Intoxication by ideation

17 October 2015
17 Oct 2015
West Lafayette, IN
5 mins

Every passion comes with a degree of obsession.

It’s a mythical presumption we take for granted when we talk about Tesla, Einstein, Jobs, and Curie. It’s an aura that follows their portfolios like a facet of their personality inseparable from the work they’ve done. The association between a near obsessive pursuit of perfection and footsteps that change the world is so commonplace in the stories we tell about the people and the events through history. We tell ourselves, the crazy ones, the ones who think they can change the world, are the ones who do. We tell ourselves, the world is so saturated with mediocrity, it takes an extraordinary idea and pursuit of excellence to break through the mundane. We tell ourselves, to do something great, and to make it count, it takes something superhuman. It’s the legend of the divine genius. Just being good at it won’t do.

At least, that’s the legend.

But for nearly everyone else in the world, being pushed through life by the superhuman drive to perfection and a passion for ideological excellence is just a fairy tale. Most of us aren’t gifted with a Jobsian ability to lead, nor are we born with a natural knack for programming or a Mozart-esque musical faculty. Most of us walk through the labyrinth of circadian cycles because that’s the status quo. And that’s fine.

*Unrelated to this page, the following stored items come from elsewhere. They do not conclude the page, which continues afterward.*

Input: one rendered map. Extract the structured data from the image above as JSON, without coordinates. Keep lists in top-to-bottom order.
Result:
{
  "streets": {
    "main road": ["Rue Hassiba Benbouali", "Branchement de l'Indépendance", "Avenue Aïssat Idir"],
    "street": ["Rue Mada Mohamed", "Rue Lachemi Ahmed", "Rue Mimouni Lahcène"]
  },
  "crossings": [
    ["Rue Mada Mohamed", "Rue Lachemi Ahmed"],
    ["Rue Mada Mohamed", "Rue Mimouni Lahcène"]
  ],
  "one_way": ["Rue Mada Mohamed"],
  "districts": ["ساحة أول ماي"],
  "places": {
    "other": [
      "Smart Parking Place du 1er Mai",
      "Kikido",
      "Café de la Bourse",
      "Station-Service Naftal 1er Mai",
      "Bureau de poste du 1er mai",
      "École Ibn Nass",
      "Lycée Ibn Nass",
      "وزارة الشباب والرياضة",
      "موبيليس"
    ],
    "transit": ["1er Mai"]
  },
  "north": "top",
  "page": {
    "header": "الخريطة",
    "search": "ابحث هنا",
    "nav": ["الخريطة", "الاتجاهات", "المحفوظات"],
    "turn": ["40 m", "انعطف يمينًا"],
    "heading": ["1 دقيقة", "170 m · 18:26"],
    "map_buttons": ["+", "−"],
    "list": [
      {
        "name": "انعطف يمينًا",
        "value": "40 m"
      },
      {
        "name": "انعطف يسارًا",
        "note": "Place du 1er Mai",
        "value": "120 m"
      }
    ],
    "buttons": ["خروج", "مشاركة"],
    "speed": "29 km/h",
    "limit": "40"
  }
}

But even for us mere mortals, there are the few moments when an idea hooks us. Once in a while, we’ll have an idea so tempting that the thought of it seemingly consumes us every spare moment of every day. I’d bet that you’ve had quite a few of those – an idea or an experience that consumes your every moment with the thought of it. It’s not a rational behavior, but it’s an emotional one, to be consumed by an idea or an activity. These unremarkable obsessions are what gives runners the final rush to finish a race with nothing else left on their minds, programmers the ability to code for half a dozen hours to finish a project without a visible end to their problems, or musicians the perseverance to perform with every ounce of their passion through an exhaustingly long performance. For the least creative and the least gifted of us, there are times when we’re taken with an idea.

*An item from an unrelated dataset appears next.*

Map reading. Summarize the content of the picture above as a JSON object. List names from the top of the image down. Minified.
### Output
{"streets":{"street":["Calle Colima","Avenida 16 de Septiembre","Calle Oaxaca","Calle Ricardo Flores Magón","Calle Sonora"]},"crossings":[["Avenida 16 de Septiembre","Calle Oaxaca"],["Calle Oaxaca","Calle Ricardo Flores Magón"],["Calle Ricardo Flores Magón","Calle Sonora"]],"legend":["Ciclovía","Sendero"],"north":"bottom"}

These bursts of obsession we find once in a while, whether from deadlines, anxiety, or from some mysterious primal part of us within, aren’t normal motivation.

Normal, everyday motivation is what we summon to wake up in the morning for work we don’t quite love. It’s what we call on to finish a resume or a college application. It’s what keeps us practicing our drills or our etudes every day. It’s what keeps us going. It’s ordinary, and it’s helpful, but it doesn’t do much beyond that.

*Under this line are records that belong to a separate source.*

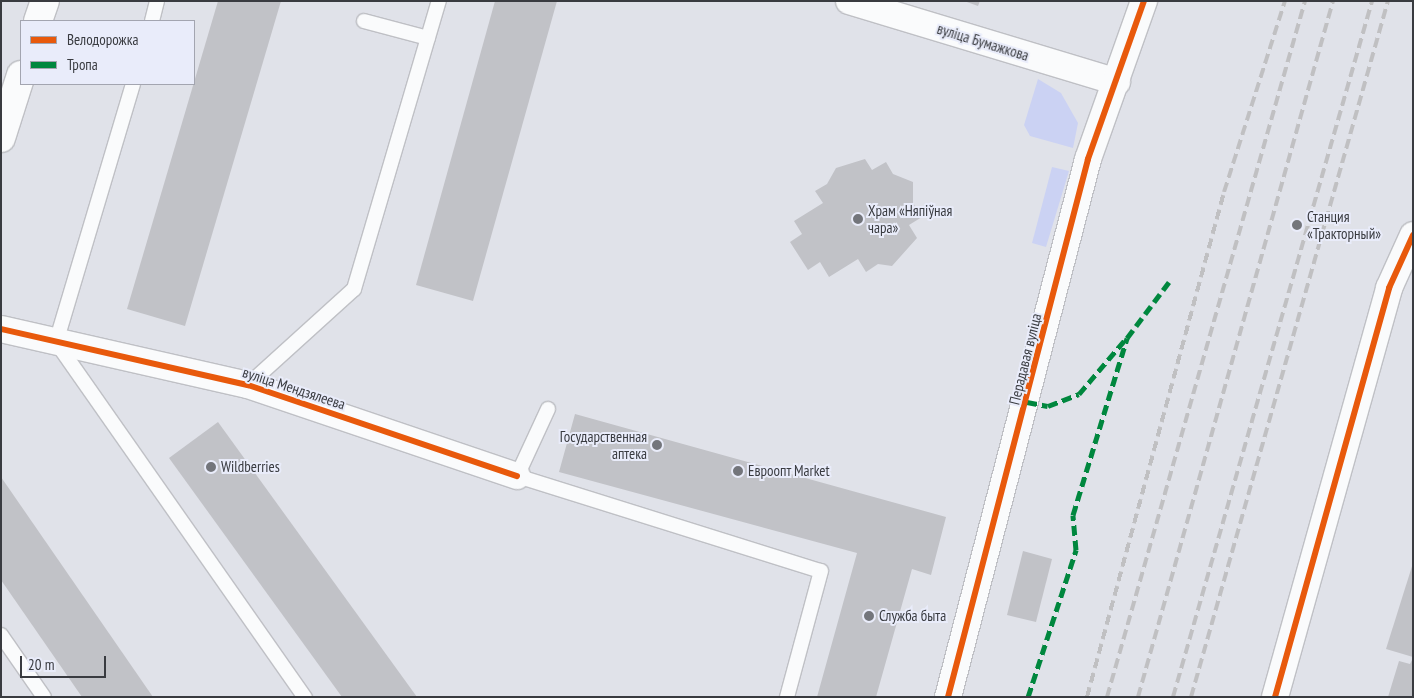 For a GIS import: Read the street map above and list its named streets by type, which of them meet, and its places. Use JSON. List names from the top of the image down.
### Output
{
  "streets": {
    "street": ["вуліца Бумажкова", "Перадавая вуліца", "вуліца Мендзялеева"]
  },
  "crossings": [
    ["вуліца Бумажкова", "Перадавая вуліца"]
  ],
  "places": [
    "Храм «Няпіўная чара»",
    "Станция «Тракторный»",
    "Государственная аптека",
    "Wildberries",
    "Евроопт Market",
    "Служба быта"
  ],
  "legend": ["Велодорожка", "Тропа"],
  "scale_bar": "20 m"
}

Ordinary motivation will help you get to work on time, but it won’t put you on the front page of TIME. It’ll help you go to college, but it won’t make you a Fortune 500 CEO. It’ll get you a good life. But it won’t make it an exceptional one.

If you’re okay with the comfort of the average, alright. You do you. But I find it quite boring.

We can’t live straight-up without the normal kind of motivation. We can’t pick-and-choose the experiences we get in our lives to our ideal images of them like your perfectly filtered and ideally angled Instagram pictures. Motivation is good. They’re good at getting things done and getting you to bed and waking up right every day. But when you want to really push things forward, when you want to shape the world around you to your ideas, you need something more.

Before we were asked to bend our expectations of reality to reality, before we were forced to see that there was nothing beyond or outside of the boring every-day-ness of the world, we had this idea of a “dream”. “What’s your dream?” we asked each other. Some wanted to be astronauts, others wanted to cure cancer, and others, to change the world. They were grand, unrealistic, and fantastic, in every sense of the word. But grab a typical 17-year old from the street corner and ask the same question, and the question usually leads to a talk of college choices and potential career options. Nobody wants to change the world, nobody wants to be a firefighter, nobody wants to live on Mars. What a shame.

What a shame. Why do we give up those unrealistic dreams so easily? Why don’t we follow them up with unprecedented enthusiasm and great ideas? Say what you will, I think those dreams are still worth pursuing. Call them unrealistic; call them a waste of time. If I dream higher, I’ll still end up better than your dreams. Literally.

But to work towards those dreams, we can’t just be motivated. For those insane goals, we need the same kind of drive that pushes athletes and artists along. We need that obsessive passion.

And don’t tell me only the top 1% of the best in the world can have that drive, because it doesn’t work that way, and we’ve already been over this. How does the saying go? The only thing keeping you from being better is your belief that you can’t be. Something like that.

There’s motivation, and then there’s passion. The drive that doesn’t just motivate you, but takes you and consumes your self with the idea of your dreams. Our expectations of who we’re going to be in a few years, or tomorrow, is limited far more than anything else by our decision of whether or not we trust our lives in the hands of the ideas and things that we’re passionate and enthusiastic about.

Let your ideas take you, as if you mind is intoxicated with the idea of a better future than you think possible. I, for one, do.